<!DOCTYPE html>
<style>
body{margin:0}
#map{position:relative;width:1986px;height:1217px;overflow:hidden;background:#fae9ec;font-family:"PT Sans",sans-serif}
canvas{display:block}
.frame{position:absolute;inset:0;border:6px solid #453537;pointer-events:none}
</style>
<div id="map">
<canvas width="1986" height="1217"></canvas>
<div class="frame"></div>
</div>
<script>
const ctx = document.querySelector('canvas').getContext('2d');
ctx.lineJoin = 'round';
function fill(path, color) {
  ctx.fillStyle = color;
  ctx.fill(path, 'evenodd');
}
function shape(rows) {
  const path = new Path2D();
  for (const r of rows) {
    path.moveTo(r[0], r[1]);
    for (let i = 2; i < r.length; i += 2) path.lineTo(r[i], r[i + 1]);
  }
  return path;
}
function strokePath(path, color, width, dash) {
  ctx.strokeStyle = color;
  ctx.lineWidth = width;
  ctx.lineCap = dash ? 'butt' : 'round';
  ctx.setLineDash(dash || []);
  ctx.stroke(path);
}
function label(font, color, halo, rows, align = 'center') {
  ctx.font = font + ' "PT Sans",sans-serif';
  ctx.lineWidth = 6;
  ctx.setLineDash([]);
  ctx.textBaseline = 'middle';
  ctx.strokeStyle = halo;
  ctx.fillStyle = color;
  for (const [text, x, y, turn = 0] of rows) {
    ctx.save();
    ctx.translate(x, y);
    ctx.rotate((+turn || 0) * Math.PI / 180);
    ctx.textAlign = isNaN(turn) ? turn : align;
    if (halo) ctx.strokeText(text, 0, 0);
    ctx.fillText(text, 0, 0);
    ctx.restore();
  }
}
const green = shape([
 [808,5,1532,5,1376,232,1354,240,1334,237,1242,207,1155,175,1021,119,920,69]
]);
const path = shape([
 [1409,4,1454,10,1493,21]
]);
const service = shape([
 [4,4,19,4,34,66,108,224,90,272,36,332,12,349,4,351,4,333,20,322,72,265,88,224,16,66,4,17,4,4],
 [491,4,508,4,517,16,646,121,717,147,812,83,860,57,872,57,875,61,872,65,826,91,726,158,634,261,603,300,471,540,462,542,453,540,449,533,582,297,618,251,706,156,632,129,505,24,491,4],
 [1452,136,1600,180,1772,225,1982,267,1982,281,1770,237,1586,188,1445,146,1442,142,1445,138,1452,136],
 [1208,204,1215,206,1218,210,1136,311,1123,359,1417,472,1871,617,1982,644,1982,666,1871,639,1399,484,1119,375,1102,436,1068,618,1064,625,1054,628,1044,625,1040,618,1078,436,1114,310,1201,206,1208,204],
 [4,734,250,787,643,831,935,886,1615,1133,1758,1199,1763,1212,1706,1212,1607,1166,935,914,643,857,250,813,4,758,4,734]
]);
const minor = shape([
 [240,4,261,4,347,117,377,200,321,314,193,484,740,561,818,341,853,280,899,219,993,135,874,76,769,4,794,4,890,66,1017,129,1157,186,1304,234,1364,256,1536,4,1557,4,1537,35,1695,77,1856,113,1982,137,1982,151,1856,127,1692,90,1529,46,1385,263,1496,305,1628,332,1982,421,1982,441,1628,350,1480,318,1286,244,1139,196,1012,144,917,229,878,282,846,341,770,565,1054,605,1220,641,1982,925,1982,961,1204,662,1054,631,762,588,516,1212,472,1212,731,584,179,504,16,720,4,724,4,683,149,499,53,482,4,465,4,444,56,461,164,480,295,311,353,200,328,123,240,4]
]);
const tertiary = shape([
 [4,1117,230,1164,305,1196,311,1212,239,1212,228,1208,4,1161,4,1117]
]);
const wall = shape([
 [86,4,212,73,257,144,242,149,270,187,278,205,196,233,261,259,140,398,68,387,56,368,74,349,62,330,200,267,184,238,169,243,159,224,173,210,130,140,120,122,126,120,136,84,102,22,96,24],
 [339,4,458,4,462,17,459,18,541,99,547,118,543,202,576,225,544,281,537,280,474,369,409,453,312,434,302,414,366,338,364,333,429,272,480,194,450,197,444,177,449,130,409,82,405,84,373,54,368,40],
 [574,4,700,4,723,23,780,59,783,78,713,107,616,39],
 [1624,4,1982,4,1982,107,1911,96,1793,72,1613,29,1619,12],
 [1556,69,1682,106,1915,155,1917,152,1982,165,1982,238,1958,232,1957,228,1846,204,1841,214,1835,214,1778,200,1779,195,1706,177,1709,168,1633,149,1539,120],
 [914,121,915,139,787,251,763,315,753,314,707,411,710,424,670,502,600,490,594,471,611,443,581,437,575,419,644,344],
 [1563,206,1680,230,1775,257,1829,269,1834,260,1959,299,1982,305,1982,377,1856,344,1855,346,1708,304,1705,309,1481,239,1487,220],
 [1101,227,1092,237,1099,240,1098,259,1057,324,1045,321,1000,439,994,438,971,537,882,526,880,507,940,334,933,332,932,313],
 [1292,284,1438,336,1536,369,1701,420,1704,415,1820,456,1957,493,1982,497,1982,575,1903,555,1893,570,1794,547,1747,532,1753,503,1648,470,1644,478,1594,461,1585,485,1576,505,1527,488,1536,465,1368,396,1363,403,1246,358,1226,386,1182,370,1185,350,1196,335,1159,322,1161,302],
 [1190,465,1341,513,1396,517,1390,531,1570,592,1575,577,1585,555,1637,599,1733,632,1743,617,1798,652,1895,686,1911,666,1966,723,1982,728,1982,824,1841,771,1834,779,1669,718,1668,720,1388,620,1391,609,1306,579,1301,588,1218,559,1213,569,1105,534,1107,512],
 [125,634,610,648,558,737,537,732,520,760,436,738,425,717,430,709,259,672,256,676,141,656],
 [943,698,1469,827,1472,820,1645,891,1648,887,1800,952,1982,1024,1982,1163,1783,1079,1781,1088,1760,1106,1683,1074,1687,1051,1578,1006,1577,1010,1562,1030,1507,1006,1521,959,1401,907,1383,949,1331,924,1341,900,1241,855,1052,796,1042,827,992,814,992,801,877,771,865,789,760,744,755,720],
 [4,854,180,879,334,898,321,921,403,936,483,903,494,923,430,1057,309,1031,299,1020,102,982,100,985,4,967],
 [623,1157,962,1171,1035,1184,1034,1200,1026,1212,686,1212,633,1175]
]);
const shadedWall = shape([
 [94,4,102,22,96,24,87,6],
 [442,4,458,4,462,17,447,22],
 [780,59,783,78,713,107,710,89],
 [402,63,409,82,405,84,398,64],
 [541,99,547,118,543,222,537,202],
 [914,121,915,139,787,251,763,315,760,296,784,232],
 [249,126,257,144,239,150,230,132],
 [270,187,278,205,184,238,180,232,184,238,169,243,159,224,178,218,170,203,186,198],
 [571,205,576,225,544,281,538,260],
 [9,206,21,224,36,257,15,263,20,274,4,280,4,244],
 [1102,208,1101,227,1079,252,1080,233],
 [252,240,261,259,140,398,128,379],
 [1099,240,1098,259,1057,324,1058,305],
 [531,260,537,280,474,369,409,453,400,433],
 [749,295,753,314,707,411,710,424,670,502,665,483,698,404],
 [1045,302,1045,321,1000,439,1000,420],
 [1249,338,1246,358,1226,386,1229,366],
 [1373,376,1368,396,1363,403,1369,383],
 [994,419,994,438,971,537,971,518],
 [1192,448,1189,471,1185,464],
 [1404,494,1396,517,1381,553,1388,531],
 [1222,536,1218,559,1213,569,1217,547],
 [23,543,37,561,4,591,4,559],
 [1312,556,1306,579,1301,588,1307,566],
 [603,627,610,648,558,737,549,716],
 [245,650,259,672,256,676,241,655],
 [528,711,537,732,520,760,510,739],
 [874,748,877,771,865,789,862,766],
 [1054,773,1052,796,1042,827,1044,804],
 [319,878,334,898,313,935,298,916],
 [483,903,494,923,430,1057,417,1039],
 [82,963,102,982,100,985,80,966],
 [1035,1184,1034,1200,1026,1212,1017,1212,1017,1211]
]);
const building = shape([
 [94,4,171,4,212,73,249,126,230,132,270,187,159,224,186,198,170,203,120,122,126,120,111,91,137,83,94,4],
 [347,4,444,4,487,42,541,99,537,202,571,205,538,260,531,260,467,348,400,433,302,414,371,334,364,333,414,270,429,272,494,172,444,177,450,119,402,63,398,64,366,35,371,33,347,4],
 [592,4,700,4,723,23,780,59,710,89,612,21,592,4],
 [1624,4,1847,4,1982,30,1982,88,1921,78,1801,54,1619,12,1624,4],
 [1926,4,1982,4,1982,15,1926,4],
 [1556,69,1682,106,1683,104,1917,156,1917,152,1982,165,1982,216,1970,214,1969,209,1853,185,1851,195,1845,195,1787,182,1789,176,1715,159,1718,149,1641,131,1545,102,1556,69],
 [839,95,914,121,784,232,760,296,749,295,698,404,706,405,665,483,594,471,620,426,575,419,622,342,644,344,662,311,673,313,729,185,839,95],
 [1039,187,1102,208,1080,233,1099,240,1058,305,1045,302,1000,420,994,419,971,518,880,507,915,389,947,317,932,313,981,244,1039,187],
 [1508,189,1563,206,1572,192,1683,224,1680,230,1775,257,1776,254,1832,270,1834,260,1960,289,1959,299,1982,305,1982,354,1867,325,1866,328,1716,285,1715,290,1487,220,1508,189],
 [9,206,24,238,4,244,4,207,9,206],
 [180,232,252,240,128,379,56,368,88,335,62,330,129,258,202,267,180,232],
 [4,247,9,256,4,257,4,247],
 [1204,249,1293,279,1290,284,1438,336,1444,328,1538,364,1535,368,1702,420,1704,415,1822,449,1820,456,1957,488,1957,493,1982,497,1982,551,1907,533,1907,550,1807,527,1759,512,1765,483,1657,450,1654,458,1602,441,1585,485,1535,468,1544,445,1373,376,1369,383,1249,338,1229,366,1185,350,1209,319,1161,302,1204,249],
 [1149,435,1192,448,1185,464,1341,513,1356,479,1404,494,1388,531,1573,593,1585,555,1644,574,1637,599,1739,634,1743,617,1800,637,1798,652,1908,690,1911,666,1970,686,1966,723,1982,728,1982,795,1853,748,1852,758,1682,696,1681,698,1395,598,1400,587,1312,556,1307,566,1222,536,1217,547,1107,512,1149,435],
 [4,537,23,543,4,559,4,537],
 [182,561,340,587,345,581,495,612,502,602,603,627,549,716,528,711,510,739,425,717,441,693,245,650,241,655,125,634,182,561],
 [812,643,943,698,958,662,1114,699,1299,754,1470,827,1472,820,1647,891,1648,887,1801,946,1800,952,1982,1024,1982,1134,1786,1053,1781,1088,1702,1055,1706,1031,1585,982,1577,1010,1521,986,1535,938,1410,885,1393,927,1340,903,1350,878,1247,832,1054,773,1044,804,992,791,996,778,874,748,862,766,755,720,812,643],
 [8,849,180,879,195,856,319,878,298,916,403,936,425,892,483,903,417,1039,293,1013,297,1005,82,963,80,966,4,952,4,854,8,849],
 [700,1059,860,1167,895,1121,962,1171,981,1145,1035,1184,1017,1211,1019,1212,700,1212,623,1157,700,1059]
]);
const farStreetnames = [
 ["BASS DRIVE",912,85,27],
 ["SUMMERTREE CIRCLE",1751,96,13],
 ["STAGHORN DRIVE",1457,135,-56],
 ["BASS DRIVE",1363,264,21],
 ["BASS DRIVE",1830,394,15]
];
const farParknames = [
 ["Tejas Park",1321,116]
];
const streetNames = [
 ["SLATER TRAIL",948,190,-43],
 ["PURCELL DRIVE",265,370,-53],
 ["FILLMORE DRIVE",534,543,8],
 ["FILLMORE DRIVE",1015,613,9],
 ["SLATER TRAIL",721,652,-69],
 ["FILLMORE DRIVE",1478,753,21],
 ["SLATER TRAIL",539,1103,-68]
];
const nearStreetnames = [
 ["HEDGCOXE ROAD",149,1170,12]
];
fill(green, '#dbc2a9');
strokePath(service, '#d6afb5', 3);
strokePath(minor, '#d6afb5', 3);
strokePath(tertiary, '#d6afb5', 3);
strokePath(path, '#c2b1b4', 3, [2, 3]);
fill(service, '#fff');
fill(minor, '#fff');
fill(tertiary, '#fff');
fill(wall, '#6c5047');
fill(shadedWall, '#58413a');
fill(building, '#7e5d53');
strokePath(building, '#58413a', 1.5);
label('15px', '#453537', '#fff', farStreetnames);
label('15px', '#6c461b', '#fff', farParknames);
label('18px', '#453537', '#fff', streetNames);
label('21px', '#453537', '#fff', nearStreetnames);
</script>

What this task involves - If a line in the listing contains the string "canvas", copy it.

Solved problem -
canvas{display:block}
<canvas width="1986" height="1217"></canvas>
const ctx = document.querySelector('canvas').getContext('2d');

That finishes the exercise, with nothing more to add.